Statistical methods are promising, in that they achieve performances
equivalent or superior to those of rule-based systems, at a fraction
of the development effort. There are, however, some identified
shortcomings in these methods, preventing their broad diffusion. As an
example, even though lexical choice is usually more accurate with
Statistical Machine Translation (SMT) systems than with their
rule-based counterparts, the text they produce tends to be less
grammatical. As a second example, SMT systems are trained in batch
mode and do not adapt by taking user feedback into account. Finally,
in Cross-Language Information Retrieval tasks, query words are most
often translated independent of one another, thus giving up possibly
relevant contextual clues.
We strived in SMART to address these and other shortcomings by the
methods of modern Statistical Learning. The scientific focus was on
developing new and more effective statistical approaches while
ensuring that existing know-how was duly taken into account.

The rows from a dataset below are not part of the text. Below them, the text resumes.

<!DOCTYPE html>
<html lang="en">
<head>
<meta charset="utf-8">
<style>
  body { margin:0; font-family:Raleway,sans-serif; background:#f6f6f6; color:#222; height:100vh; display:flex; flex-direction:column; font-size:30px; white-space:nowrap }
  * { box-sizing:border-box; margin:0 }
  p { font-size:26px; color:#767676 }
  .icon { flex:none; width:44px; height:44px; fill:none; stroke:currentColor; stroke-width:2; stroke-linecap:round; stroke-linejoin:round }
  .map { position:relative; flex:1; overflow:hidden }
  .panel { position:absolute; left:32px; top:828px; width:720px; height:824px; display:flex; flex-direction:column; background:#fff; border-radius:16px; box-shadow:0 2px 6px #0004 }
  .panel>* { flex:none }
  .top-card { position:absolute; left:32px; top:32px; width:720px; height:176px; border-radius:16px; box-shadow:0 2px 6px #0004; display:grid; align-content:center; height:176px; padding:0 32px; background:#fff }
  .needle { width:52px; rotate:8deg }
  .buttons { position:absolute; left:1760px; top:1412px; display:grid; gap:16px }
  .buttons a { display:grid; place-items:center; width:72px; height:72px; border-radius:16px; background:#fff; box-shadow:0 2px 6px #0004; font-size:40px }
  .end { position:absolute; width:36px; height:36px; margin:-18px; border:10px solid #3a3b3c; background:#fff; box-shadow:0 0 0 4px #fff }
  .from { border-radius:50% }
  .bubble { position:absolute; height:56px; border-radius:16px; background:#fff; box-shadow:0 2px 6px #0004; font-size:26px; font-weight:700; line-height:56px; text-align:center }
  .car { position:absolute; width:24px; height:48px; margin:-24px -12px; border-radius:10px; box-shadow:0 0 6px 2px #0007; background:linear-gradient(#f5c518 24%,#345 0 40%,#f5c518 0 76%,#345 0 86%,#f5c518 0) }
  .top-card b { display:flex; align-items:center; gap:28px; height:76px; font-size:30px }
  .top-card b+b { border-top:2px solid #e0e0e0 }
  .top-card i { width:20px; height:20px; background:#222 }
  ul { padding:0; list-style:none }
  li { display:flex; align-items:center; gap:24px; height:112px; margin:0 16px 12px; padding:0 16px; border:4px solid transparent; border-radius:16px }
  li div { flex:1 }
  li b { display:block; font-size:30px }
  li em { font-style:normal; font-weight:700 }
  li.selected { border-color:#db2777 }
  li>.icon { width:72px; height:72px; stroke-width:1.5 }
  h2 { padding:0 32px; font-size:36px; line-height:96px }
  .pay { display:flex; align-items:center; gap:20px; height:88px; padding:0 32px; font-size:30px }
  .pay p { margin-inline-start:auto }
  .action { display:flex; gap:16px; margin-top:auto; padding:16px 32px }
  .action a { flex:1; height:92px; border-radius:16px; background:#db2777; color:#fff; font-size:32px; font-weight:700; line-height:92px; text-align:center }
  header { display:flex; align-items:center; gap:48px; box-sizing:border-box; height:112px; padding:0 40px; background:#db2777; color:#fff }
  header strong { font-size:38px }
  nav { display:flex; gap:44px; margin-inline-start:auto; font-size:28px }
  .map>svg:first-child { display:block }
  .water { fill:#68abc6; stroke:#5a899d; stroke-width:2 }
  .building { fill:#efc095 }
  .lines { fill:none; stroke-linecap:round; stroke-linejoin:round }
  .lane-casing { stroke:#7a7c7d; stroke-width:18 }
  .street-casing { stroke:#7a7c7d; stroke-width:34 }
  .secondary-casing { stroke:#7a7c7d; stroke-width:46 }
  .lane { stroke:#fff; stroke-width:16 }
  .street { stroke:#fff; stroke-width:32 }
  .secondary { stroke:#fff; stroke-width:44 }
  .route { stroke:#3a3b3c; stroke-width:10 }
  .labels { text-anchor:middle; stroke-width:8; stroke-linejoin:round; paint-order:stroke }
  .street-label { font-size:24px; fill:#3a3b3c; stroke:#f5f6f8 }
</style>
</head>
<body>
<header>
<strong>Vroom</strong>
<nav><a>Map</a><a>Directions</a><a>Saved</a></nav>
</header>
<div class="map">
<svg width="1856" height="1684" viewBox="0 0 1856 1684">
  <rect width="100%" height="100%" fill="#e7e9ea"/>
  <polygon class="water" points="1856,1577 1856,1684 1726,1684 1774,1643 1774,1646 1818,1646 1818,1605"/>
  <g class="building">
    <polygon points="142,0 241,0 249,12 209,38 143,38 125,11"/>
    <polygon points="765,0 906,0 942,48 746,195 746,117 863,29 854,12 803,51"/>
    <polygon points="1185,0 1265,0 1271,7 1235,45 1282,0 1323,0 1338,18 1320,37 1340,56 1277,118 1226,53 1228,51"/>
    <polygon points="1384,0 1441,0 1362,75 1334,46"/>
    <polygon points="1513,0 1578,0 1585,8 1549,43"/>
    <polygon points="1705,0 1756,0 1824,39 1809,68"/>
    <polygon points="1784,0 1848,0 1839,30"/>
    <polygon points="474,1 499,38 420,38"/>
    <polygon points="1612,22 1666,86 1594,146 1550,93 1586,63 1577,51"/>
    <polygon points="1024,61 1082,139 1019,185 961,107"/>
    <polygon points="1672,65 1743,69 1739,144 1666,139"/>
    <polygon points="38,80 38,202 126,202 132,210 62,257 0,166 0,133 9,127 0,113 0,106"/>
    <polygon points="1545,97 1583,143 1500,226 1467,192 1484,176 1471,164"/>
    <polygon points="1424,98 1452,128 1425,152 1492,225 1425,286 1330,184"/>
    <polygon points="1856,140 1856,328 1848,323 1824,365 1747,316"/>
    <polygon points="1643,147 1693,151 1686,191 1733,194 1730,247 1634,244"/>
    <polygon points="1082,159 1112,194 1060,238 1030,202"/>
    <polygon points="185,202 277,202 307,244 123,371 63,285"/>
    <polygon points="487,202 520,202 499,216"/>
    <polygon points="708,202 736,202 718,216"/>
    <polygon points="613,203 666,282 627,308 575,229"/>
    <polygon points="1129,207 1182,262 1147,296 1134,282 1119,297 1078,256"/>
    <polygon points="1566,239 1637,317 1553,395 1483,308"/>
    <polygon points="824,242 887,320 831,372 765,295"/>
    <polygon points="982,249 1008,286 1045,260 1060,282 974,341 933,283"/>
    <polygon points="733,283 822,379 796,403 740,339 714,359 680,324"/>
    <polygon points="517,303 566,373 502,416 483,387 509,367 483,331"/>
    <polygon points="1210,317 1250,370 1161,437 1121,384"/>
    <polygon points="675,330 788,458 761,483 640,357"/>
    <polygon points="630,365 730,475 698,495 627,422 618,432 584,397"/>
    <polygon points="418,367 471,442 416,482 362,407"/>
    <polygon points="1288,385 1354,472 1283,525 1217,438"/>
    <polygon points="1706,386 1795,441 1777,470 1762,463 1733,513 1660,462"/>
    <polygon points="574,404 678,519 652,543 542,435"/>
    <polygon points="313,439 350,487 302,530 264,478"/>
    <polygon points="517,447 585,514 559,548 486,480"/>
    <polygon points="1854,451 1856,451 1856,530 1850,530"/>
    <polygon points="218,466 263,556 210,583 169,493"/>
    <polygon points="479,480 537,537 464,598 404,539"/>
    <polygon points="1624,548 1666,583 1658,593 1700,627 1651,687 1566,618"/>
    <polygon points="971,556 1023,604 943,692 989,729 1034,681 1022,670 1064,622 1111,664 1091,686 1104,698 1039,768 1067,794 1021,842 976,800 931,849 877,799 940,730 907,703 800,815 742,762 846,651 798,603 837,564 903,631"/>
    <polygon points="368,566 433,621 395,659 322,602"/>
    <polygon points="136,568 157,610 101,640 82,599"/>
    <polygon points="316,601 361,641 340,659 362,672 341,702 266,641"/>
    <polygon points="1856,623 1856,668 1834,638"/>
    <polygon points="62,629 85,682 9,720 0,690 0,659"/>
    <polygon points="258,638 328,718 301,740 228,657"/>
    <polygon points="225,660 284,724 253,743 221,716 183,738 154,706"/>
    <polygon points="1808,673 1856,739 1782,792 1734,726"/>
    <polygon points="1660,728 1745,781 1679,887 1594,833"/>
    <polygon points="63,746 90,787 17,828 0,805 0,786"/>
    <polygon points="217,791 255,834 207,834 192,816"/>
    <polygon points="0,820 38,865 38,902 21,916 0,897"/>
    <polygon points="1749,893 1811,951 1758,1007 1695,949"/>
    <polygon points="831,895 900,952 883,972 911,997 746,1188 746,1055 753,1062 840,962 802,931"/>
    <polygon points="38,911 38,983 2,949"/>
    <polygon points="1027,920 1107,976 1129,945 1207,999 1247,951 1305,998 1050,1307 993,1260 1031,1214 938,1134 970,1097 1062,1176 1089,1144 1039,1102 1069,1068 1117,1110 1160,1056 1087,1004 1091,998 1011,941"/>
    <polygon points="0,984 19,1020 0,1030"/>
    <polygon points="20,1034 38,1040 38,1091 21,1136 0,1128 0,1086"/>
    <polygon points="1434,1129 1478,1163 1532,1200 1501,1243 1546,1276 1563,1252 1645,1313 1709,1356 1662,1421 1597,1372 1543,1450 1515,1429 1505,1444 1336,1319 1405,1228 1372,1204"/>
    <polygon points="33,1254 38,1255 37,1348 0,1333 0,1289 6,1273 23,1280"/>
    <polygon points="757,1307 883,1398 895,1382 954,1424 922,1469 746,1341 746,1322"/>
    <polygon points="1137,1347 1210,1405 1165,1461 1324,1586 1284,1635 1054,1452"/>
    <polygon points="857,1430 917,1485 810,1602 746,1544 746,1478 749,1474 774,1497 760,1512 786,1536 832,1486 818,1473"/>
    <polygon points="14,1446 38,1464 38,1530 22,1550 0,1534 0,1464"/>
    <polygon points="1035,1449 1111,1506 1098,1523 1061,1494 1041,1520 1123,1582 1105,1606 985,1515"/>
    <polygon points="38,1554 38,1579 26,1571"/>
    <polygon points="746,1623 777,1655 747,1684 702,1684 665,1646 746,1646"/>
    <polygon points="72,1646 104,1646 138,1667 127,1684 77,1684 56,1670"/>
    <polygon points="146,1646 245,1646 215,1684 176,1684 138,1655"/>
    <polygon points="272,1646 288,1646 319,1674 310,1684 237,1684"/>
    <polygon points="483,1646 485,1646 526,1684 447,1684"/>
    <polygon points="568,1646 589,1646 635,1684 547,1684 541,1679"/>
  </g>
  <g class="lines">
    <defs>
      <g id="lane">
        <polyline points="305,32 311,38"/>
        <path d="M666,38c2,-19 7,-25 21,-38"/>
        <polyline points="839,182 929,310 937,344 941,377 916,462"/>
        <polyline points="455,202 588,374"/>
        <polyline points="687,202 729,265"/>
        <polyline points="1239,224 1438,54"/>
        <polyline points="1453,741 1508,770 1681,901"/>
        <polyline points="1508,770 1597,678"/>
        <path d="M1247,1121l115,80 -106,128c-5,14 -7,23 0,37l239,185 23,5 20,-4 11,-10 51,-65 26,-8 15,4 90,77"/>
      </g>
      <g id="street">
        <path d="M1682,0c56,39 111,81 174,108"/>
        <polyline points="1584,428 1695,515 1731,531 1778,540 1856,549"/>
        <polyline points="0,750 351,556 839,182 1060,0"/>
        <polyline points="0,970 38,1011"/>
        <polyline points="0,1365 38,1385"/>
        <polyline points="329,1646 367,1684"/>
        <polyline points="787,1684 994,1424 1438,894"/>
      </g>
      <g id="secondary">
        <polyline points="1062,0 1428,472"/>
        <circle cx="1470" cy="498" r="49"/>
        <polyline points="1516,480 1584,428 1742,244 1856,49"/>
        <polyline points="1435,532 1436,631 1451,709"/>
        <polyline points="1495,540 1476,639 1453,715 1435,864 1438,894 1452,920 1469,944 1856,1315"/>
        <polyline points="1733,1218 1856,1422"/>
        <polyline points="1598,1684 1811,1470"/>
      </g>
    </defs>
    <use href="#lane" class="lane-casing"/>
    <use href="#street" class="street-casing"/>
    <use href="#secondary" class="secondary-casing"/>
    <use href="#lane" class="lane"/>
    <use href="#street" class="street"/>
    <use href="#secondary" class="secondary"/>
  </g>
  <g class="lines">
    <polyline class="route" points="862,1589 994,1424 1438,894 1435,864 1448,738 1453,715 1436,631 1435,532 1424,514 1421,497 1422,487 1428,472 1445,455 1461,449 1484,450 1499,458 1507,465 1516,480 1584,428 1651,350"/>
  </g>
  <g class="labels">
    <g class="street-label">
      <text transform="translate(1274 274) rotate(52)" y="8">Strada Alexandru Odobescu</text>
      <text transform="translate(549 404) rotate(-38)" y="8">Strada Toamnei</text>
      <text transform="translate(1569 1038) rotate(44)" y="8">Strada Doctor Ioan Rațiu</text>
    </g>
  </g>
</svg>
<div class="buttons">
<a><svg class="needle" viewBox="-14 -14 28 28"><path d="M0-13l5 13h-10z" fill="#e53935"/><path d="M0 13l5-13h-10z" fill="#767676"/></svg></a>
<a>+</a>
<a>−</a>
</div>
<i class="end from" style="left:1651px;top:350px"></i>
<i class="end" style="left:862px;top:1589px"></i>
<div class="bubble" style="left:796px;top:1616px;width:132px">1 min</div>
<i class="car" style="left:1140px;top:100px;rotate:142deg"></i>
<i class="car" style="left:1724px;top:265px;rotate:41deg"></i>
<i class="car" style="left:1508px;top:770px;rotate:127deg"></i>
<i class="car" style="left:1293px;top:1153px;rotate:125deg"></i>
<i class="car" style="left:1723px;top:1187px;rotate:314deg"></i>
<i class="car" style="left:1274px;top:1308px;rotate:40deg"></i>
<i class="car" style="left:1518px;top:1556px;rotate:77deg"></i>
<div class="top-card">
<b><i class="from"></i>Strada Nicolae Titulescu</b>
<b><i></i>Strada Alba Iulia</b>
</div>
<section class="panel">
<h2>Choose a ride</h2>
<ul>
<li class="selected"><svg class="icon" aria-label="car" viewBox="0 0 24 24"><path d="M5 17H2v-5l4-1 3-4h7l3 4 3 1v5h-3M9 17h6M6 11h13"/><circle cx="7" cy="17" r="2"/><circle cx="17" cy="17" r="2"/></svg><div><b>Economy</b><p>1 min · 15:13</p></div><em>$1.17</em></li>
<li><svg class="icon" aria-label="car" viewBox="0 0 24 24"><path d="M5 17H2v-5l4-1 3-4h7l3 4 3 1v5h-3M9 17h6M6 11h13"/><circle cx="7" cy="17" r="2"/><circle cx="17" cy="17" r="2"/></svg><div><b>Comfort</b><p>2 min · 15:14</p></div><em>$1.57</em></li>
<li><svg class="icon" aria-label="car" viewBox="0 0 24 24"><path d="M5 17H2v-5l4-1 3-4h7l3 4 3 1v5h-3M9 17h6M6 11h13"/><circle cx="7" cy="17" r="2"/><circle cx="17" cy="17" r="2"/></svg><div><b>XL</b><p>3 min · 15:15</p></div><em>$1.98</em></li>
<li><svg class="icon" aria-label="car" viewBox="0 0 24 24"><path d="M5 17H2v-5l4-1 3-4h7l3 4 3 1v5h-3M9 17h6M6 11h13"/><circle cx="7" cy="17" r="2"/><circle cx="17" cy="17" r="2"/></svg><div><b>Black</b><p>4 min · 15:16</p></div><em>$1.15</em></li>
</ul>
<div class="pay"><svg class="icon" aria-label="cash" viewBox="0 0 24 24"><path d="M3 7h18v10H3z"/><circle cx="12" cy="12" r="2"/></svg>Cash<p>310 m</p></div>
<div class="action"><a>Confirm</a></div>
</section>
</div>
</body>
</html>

In the three years of the project execution, the consortium produced
two innovative SMT systems --both distributed as open-source
projects-- a major extension to an existing SMT system (PORTAGE
adaptive), new discriminative language and distortion models, new
cross-language lexicon adaptation methods, an extensive analysis of an
SMT system as a learning agent, and an effective method for automatic
prediction of translation quality sufficiently accurate to be deployed
right at the end of the project.
Solutions were tested in thorough field evaluations on two user
scenarios. A first scenario focused on the work of professional translators and
aimed at validating new technologies by assessing impact on
productivity. The second scenario consisted in enabling a user to access portions of
the multilingual Wikipedia in languages of which (s)he has limited
command. For a demo related to this scenario integrating a number of technologies developed in the project, click here.
More than four and a half years separate the initial ideas around
SMART and its conclusion. As in most endavours, not everything went as
planned, and the world around us evolved at a fast pace, requiring us
to adapt. Many amazing developments happened in our research
communities at the same time as this project was running, and we
learned very much from others. We like to believe that we delivered on
our promise of showing new valuable directions on fascinating,
relevant and challenging problems. We will certainly keep exploring
them in the future, and hope others will join.